━━━━━ EXCERPTED DATA

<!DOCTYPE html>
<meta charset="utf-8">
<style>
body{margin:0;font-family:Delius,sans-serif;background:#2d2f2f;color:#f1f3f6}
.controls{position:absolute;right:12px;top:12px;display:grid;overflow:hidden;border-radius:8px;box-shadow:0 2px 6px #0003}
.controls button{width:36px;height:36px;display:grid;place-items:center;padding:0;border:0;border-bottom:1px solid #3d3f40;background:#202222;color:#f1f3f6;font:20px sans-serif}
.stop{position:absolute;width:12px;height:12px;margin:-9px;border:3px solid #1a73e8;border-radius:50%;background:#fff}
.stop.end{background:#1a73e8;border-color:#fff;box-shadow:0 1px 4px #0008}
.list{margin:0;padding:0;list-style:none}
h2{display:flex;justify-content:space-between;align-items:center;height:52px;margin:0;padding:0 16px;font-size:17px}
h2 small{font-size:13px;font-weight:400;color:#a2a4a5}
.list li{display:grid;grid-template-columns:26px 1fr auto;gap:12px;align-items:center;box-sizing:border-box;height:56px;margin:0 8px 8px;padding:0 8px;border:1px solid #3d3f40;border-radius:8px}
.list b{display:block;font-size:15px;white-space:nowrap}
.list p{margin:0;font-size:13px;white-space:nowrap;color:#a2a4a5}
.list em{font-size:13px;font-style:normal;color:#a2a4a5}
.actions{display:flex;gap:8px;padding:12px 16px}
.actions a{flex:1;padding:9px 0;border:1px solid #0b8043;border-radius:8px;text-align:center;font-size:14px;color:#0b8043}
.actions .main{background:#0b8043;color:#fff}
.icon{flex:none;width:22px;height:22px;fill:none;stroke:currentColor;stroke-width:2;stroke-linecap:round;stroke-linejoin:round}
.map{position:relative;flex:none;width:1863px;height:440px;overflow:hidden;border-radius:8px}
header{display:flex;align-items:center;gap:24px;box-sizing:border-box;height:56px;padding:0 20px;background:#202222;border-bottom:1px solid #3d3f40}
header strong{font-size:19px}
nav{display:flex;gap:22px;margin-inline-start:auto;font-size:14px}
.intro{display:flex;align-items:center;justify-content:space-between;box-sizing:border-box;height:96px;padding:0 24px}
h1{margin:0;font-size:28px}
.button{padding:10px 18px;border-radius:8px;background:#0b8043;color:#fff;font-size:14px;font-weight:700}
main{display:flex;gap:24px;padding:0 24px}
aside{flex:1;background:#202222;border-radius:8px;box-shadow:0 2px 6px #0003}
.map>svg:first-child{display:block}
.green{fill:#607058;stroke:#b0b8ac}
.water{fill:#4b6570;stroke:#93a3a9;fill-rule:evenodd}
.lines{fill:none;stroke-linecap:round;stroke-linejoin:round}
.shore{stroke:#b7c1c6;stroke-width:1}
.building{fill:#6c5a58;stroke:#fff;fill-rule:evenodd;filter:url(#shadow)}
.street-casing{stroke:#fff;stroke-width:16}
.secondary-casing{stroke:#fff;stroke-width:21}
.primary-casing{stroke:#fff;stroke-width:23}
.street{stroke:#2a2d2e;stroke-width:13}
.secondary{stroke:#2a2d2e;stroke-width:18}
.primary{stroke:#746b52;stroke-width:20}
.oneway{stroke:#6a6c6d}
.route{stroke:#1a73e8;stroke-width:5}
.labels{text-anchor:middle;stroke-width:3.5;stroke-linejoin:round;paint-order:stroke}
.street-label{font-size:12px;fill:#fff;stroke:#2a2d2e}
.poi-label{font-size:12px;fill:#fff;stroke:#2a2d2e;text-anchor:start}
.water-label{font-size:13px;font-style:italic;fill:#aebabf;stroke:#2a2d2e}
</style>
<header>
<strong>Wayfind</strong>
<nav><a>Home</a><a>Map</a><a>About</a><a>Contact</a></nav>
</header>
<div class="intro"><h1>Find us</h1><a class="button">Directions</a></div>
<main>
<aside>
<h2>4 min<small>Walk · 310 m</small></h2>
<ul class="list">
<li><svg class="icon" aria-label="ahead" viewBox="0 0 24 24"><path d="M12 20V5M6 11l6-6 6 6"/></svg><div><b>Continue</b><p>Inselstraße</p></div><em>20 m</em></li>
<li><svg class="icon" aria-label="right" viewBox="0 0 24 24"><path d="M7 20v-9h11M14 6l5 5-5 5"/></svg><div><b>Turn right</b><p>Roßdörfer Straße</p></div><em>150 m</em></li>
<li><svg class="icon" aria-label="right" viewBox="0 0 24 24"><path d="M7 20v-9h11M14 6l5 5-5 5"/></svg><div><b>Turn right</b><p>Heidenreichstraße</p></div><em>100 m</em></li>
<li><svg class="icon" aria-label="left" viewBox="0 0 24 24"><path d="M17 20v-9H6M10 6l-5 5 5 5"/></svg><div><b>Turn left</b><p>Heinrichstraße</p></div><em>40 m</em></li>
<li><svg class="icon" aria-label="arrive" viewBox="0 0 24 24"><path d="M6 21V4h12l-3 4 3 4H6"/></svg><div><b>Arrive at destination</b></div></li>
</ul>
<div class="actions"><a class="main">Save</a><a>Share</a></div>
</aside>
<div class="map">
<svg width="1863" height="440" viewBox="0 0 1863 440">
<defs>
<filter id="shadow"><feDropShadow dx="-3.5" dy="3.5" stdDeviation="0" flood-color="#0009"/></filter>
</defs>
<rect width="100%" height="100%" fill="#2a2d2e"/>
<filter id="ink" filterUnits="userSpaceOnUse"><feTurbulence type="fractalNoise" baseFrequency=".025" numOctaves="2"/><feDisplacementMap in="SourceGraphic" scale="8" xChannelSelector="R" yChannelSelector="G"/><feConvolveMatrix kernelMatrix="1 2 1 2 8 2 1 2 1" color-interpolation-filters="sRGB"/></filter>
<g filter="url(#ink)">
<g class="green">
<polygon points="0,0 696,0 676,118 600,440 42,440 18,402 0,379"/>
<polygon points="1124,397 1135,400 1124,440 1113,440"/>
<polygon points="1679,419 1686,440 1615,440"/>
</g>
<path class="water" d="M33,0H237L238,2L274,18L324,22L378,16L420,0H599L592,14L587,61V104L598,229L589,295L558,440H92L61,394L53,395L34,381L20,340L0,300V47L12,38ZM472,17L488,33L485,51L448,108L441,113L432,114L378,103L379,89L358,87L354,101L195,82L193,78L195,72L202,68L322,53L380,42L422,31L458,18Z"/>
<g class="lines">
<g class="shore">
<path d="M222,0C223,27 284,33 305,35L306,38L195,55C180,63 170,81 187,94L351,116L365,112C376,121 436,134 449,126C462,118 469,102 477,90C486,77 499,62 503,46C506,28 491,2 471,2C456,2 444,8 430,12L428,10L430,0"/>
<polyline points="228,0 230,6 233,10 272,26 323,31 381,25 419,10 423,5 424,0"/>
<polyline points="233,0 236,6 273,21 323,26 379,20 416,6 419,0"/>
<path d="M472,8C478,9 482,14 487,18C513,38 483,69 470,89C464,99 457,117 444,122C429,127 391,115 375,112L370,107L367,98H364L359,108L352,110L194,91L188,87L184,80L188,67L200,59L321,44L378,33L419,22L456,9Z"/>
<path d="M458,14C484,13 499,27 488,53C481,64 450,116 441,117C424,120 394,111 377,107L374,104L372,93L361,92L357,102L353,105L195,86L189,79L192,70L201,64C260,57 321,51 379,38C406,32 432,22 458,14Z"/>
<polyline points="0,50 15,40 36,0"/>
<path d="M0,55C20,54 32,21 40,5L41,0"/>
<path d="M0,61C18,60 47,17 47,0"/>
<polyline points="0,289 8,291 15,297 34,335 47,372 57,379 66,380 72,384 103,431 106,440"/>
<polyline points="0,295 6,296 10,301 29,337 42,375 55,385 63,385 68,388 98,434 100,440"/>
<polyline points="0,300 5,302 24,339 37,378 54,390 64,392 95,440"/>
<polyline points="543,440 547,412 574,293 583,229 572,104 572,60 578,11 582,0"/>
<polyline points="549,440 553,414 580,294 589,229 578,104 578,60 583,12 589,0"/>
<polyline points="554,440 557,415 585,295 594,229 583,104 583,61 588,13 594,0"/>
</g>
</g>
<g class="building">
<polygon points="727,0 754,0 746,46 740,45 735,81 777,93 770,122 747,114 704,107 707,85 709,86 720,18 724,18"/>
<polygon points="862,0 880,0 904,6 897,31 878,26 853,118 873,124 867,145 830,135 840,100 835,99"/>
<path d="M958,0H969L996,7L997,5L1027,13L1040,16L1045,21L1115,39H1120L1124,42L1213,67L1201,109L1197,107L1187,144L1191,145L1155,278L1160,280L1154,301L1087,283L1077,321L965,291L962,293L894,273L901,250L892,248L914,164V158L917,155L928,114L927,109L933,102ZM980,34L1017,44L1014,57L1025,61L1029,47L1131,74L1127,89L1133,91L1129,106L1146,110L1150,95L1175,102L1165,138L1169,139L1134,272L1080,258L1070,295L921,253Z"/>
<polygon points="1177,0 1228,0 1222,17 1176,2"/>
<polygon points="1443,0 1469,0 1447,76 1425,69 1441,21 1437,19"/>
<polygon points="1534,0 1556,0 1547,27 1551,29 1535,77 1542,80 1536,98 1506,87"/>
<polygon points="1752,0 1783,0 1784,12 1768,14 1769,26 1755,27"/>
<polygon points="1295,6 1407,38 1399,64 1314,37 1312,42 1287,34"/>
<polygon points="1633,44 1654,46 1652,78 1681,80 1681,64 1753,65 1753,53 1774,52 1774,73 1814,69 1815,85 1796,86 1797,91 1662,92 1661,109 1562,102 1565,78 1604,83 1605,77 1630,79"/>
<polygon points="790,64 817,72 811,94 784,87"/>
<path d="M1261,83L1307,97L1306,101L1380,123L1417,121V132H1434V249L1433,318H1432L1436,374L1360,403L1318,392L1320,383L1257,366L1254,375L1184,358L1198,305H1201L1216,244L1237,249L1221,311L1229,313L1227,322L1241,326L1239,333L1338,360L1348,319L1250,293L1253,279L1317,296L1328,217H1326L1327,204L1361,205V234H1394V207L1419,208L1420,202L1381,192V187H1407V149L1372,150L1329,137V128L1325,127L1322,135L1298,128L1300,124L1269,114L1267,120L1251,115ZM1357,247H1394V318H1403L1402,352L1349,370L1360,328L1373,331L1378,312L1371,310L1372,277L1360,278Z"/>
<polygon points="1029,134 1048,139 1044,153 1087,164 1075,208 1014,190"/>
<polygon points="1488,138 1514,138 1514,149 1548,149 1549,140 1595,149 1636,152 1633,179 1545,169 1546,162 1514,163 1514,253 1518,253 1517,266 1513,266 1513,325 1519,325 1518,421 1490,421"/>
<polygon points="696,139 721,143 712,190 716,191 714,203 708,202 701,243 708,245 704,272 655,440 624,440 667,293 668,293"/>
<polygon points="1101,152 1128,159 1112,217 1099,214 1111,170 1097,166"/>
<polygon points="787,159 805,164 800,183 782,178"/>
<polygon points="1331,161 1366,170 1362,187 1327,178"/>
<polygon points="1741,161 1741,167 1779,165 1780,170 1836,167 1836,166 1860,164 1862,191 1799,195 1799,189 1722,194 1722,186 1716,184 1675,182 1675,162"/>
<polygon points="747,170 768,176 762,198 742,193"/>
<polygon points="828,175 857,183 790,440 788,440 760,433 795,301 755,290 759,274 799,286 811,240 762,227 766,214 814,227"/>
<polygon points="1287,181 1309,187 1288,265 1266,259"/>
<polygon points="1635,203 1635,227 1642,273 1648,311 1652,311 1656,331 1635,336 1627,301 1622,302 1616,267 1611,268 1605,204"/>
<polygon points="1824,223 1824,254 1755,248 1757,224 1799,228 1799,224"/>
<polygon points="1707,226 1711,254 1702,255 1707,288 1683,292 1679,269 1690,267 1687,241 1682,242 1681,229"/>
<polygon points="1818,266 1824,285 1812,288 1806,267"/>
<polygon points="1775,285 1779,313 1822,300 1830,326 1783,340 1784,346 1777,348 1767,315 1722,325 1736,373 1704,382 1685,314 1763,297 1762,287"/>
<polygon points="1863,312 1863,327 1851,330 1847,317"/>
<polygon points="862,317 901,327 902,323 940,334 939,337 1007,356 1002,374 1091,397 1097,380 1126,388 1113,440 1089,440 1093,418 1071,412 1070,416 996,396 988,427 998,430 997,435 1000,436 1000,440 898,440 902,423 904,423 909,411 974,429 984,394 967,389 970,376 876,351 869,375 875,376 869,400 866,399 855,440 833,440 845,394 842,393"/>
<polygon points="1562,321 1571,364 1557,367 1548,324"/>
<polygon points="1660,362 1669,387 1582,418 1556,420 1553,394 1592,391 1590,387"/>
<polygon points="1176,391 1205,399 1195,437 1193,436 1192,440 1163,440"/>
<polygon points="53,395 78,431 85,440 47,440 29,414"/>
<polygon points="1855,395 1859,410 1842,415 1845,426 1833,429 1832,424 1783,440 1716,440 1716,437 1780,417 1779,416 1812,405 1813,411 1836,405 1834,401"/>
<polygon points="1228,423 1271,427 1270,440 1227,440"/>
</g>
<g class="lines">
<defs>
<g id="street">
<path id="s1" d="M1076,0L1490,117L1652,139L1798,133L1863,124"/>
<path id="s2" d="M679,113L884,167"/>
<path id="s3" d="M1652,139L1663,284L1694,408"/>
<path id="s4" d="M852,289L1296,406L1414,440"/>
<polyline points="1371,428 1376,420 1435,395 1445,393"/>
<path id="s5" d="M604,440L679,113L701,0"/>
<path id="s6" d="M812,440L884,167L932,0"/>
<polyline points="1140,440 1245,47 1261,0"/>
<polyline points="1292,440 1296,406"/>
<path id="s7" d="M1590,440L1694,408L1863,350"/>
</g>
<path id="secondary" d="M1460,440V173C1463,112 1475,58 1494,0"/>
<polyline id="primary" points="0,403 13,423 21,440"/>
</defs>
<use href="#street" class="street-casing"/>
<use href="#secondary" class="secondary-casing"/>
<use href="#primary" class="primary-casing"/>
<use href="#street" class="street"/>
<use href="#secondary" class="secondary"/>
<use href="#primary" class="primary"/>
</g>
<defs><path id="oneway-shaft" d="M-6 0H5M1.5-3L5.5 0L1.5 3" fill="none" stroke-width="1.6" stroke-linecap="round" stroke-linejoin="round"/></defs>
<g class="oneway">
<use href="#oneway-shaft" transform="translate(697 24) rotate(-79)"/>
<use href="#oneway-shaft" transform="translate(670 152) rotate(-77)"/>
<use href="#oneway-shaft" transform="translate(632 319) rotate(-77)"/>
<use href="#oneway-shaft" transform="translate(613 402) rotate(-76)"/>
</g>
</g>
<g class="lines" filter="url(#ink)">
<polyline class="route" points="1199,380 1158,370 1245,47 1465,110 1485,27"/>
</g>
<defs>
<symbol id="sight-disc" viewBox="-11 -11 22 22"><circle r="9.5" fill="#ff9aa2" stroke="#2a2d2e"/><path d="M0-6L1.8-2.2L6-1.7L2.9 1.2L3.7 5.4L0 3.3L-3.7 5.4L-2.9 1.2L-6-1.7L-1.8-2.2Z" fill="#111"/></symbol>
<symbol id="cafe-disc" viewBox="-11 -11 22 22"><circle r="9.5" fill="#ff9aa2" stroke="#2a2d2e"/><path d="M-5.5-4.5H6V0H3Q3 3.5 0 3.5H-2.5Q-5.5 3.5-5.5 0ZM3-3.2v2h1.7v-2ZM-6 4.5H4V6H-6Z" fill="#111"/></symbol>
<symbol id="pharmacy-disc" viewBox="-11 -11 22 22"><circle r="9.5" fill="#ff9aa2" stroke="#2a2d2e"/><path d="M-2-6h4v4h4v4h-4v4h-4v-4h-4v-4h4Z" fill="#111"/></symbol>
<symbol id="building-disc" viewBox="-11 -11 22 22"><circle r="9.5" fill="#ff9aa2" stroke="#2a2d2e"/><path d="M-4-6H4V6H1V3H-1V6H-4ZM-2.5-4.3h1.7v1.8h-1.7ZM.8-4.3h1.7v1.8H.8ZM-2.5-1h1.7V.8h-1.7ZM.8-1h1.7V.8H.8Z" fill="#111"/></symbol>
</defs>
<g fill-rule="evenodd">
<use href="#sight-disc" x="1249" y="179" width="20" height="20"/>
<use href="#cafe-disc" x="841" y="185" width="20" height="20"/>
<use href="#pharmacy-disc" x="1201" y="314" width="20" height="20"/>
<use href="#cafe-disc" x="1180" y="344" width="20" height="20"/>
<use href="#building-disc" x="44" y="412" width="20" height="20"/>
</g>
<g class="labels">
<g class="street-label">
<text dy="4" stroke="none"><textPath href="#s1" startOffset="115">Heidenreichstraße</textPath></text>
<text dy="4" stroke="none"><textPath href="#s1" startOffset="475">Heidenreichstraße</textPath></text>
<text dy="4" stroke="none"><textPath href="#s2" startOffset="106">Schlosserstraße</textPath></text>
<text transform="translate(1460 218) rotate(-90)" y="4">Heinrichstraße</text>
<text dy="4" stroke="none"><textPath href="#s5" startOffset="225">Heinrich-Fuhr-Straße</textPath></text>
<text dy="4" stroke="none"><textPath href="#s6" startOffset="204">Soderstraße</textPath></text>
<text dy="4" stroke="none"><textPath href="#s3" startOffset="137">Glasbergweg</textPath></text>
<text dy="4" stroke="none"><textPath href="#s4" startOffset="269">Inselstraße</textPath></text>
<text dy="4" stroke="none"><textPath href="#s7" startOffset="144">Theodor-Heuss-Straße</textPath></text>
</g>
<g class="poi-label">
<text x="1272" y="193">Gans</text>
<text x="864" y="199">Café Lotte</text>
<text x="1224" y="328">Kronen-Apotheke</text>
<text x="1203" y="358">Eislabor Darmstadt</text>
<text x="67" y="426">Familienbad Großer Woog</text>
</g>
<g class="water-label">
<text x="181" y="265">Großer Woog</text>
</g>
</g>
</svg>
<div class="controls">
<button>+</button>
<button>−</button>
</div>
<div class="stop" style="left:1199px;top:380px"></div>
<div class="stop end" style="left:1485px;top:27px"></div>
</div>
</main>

━━━━━━━━━━

# [REQUIREMENT]
In the records above, find the lines containing "aside" and copy them.

# [OUTPUT]
aside{flex:1;background:#202222;border-radius:8px;box-shadow:0 2px 6px #0003}
<aside>
</aside>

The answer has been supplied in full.